═════ Input material
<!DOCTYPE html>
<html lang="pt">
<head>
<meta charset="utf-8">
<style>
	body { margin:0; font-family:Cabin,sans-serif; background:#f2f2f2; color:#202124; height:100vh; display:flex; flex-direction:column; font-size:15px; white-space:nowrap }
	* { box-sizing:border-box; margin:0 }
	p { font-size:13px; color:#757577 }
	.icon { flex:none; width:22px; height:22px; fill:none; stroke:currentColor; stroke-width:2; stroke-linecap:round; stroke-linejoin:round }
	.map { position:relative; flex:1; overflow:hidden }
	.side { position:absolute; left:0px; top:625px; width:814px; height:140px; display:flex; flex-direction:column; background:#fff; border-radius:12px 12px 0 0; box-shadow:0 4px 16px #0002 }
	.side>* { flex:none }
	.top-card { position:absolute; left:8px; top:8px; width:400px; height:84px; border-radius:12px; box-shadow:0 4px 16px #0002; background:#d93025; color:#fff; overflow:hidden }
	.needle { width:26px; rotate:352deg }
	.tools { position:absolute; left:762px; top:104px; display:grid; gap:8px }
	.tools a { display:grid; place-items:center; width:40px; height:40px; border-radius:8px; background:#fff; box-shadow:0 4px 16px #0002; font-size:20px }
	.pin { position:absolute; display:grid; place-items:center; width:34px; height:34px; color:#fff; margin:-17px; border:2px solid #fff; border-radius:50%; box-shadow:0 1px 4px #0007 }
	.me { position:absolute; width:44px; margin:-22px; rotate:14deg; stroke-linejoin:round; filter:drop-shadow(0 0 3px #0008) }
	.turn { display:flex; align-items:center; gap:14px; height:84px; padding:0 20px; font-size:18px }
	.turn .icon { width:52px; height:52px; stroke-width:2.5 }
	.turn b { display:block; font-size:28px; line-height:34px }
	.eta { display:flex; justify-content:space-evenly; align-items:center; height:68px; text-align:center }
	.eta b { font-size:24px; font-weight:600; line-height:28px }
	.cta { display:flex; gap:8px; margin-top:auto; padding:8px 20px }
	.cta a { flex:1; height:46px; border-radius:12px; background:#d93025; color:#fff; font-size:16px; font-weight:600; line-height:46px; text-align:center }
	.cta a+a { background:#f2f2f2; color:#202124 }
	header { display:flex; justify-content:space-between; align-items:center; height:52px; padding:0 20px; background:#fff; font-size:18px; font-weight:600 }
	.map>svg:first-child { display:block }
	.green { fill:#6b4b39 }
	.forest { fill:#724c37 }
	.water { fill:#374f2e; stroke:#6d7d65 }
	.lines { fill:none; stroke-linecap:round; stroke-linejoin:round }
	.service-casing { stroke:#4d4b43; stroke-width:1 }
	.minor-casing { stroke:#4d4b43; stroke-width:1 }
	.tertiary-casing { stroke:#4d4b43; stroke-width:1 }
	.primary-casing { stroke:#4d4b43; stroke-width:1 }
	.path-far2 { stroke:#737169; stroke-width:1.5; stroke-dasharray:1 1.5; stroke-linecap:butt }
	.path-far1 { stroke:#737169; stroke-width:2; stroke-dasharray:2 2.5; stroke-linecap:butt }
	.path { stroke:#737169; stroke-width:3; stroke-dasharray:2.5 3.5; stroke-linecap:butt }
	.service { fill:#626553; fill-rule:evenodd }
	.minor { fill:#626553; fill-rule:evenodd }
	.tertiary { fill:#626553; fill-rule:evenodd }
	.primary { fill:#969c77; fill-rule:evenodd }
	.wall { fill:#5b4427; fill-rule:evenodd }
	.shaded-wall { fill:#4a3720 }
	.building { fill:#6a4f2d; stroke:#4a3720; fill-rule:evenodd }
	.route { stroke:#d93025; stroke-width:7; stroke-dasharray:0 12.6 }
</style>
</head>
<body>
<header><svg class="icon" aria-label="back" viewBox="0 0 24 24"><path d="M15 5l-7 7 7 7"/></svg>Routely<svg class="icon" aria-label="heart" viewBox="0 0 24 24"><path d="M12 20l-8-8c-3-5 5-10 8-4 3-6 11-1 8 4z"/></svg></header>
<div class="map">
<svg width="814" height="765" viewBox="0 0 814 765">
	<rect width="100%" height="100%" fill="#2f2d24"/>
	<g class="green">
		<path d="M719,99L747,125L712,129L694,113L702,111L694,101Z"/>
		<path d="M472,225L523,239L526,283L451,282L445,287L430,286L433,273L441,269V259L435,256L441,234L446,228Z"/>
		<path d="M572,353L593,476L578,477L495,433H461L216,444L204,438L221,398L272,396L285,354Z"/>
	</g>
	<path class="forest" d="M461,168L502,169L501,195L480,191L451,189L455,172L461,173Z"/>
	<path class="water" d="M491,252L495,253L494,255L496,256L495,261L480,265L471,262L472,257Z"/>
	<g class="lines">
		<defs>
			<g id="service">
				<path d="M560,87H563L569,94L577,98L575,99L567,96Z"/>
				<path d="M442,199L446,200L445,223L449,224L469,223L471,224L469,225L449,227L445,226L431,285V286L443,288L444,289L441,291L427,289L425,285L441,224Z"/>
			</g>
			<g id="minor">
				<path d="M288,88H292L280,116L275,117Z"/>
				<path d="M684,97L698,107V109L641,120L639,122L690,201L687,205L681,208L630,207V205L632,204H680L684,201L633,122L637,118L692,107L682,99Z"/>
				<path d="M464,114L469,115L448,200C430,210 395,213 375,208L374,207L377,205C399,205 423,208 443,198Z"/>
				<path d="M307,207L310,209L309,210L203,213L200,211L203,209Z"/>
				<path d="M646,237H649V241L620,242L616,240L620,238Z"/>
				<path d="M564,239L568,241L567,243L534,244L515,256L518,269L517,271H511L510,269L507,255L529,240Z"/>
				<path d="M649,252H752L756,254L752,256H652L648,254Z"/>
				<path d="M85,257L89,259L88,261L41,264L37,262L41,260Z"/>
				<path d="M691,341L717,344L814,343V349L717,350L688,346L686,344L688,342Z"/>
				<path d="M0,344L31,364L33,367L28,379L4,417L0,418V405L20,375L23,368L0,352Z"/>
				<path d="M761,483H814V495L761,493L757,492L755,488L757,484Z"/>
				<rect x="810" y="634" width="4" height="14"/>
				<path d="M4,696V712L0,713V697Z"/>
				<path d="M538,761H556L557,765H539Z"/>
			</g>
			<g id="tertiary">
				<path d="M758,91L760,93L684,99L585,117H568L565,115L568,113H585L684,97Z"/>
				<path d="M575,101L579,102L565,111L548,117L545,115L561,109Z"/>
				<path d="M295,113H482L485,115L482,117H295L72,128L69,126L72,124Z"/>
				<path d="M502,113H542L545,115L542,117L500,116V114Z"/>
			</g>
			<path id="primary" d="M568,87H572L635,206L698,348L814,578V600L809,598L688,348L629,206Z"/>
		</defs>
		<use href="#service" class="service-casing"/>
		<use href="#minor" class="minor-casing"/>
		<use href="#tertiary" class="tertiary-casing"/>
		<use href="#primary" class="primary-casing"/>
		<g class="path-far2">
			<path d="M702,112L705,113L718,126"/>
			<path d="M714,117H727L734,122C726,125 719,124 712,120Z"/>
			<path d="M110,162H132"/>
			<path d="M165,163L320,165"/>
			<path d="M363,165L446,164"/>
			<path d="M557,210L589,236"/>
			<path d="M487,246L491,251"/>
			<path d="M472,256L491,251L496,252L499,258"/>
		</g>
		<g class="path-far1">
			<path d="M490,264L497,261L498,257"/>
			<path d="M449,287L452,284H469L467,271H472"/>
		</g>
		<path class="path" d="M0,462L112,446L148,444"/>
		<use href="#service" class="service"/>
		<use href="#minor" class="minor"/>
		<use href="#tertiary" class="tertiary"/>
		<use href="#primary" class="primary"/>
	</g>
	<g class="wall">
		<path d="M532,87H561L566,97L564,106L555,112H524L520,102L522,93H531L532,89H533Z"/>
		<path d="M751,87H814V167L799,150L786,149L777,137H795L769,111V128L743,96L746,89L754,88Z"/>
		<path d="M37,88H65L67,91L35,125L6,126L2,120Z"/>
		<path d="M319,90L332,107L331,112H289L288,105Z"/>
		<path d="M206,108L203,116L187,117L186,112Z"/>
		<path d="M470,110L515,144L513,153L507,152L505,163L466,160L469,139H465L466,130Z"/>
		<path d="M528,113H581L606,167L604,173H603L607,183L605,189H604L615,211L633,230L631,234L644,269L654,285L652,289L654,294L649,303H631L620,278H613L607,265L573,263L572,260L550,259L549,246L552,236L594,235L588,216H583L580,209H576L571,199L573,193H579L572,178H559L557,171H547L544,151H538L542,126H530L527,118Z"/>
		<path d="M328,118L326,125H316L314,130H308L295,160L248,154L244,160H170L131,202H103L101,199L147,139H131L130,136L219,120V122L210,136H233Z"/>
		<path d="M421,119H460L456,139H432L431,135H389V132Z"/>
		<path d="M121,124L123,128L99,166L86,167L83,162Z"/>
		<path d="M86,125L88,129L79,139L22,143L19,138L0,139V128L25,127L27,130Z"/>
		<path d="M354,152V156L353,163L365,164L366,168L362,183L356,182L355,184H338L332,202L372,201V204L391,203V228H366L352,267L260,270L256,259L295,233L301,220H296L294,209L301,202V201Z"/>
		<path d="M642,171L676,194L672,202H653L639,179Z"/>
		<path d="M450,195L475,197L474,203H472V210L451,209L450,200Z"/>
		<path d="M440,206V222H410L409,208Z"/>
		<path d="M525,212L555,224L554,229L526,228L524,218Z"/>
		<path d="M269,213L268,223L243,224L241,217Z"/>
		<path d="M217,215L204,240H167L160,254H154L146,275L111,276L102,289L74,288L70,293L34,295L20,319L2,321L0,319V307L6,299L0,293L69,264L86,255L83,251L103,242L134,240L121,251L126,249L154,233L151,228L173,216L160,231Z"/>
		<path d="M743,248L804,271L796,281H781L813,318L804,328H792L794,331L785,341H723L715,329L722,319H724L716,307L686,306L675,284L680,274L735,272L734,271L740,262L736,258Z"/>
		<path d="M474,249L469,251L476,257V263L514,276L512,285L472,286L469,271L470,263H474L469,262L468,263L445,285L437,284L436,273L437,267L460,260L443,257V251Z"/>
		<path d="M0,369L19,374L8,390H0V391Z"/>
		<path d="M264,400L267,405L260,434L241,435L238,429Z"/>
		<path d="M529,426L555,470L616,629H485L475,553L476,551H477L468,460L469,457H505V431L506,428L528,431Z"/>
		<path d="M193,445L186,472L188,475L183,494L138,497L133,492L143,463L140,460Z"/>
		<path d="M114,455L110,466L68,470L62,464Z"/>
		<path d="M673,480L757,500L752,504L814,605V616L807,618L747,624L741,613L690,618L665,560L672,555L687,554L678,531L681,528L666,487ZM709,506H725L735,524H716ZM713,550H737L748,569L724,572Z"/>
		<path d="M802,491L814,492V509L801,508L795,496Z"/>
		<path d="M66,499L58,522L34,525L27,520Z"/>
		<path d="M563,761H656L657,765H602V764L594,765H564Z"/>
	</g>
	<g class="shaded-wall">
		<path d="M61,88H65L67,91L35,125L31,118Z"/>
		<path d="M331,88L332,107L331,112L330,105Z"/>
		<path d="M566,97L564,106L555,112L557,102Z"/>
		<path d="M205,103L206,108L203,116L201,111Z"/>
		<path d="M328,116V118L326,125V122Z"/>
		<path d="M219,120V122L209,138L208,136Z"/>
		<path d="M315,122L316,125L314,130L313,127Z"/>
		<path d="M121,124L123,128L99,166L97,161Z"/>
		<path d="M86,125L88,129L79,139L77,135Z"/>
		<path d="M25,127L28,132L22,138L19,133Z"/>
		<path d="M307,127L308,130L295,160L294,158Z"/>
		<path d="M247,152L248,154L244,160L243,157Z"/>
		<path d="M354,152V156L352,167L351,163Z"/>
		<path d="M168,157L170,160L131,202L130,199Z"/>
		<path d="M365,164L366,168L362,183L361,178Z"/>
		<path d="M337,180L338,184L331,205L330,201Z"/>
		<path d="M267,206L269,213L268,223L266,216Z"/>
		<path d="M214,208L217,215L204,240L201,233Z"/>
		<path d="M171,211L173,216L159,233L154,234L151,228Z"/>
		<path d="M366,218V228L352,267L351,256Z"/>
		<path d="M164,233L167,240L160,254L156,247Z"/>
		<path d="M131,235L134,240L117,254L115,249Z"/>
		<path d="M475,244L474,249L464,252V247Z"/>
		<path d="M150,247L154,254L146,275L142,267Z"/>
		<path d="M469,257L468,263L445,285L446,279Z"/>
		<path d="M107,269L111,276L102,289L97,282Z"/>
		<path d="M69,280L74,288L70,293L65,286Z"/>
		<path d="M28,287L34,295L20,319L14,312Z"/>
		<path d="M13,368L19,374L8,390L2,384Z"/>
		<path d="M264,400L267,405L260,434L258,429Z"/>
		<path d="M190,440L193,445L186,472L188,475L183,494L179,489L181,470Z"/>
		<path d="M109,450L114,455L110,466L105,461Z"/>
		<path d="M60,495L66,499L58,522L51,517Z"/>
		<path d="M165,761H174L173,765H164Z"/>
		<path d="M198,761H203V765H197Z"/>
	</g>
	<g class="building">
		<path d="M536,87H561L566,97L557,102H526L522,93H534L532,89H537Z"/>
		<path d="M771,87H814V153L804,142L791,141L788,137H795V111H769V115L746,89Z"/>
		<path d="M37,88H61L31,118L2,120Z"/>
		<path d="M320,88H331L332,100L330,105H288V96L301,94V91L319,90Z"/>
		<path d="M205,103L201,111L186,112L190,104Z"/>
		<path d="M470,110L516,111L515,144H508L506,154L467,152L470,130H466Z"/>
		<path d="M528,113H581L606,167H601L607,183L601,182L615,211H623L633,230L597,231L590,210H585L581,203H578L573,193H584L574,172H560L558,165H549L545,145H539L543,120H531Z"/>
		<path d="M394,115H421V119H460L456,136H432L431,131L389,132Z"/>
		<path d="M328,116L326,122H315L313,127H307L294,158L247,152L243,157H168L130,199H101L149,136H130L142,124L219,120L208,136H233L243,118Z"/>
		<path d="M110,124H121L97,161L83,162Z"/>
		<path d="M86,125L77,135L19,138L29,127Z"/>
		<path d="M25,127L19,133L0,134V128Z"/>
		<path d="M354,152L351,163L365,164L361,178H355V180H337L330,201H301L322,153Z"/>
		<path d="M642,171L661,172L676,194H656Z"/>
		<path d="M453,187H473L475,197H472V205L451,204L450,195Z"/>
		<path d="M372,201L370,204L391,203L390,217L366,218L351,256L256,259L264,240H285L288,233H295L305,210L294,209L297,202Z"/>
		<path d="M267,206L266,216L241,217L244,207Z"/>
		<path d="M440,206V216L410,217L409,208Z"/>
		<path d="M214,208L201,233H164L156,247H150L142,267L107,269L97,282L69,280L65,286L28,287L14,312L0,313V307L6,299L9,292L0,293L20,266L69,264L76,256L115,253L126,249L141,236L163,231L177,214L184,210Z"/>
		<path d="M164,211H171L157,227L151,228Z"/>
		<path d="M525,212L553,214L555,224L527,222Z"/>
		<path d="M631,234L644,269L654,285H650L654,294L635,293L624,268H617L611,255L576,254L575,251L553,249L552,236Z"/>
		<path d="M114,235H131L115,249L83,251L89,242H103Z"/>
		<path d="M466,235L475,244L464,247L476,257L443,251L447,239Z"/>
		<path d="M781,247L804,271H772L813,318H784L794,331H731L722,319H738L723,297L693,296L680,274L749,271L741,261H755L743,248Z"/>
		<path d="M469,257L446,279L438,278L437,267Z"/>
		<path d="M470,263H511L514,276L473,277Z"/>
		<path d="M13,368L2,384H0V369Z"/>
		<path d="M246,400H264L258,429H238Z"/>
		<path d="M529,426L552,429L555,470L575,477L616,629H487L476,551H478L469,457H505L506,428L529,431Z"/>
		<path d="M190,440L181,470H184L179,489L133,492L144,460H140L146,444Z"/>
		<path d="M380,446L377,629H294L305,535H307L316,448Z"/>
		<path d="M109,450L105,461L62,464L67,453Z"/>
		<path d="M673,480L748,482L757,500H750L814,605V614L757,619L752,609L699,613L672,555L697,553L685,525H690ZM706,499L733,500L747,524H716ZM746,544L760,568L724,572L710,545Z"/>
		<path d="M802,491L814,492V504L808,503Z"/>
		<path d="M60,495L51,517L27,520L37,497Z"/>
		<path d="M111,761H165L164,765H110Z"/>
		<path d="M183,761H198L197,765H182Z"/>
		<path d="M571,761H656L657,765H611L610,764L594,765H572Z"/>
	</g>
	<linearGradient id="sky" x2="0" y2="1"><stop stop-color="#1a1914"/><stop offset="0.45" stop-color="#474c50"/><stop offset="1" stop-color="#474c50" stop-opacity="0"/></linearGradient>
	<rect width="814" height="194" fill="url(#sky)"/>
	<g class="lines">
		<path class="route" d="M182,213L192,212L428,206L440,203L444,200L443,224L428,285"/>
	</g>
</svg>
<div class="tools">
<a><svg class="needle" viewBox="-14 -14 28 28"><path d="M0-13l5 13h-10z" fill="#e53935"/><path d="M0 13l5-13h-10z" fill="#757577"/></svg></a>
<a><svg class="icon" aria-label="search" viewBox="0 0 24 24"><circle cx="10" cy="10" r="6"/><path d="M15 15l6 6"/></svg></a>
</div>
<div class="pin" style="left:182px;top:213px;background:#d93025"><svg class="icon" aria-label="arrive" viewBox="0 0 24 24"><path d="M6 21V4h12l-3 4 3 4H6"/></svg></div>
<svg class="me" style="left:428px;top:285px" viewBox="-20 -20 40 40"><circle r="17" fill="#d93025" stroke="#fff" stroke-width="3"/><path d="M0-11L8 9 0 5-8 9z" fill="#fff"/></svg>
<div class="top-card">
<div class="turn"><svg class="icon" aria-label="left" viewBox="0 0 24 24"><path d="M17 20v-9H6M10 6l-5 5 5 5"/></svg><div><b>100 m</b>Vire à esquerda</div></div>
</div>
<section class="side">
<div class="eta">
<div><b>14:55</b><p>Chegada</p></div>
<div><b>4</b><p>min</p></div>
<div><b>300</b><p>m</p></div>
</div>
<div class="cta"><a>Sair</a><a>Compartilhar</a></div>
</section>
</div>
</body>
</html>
══════════
§ **What you are asked to do**
How many lines in the listing contain the word "grid"? Answer with the count and nothing else.

§ **Written response**
3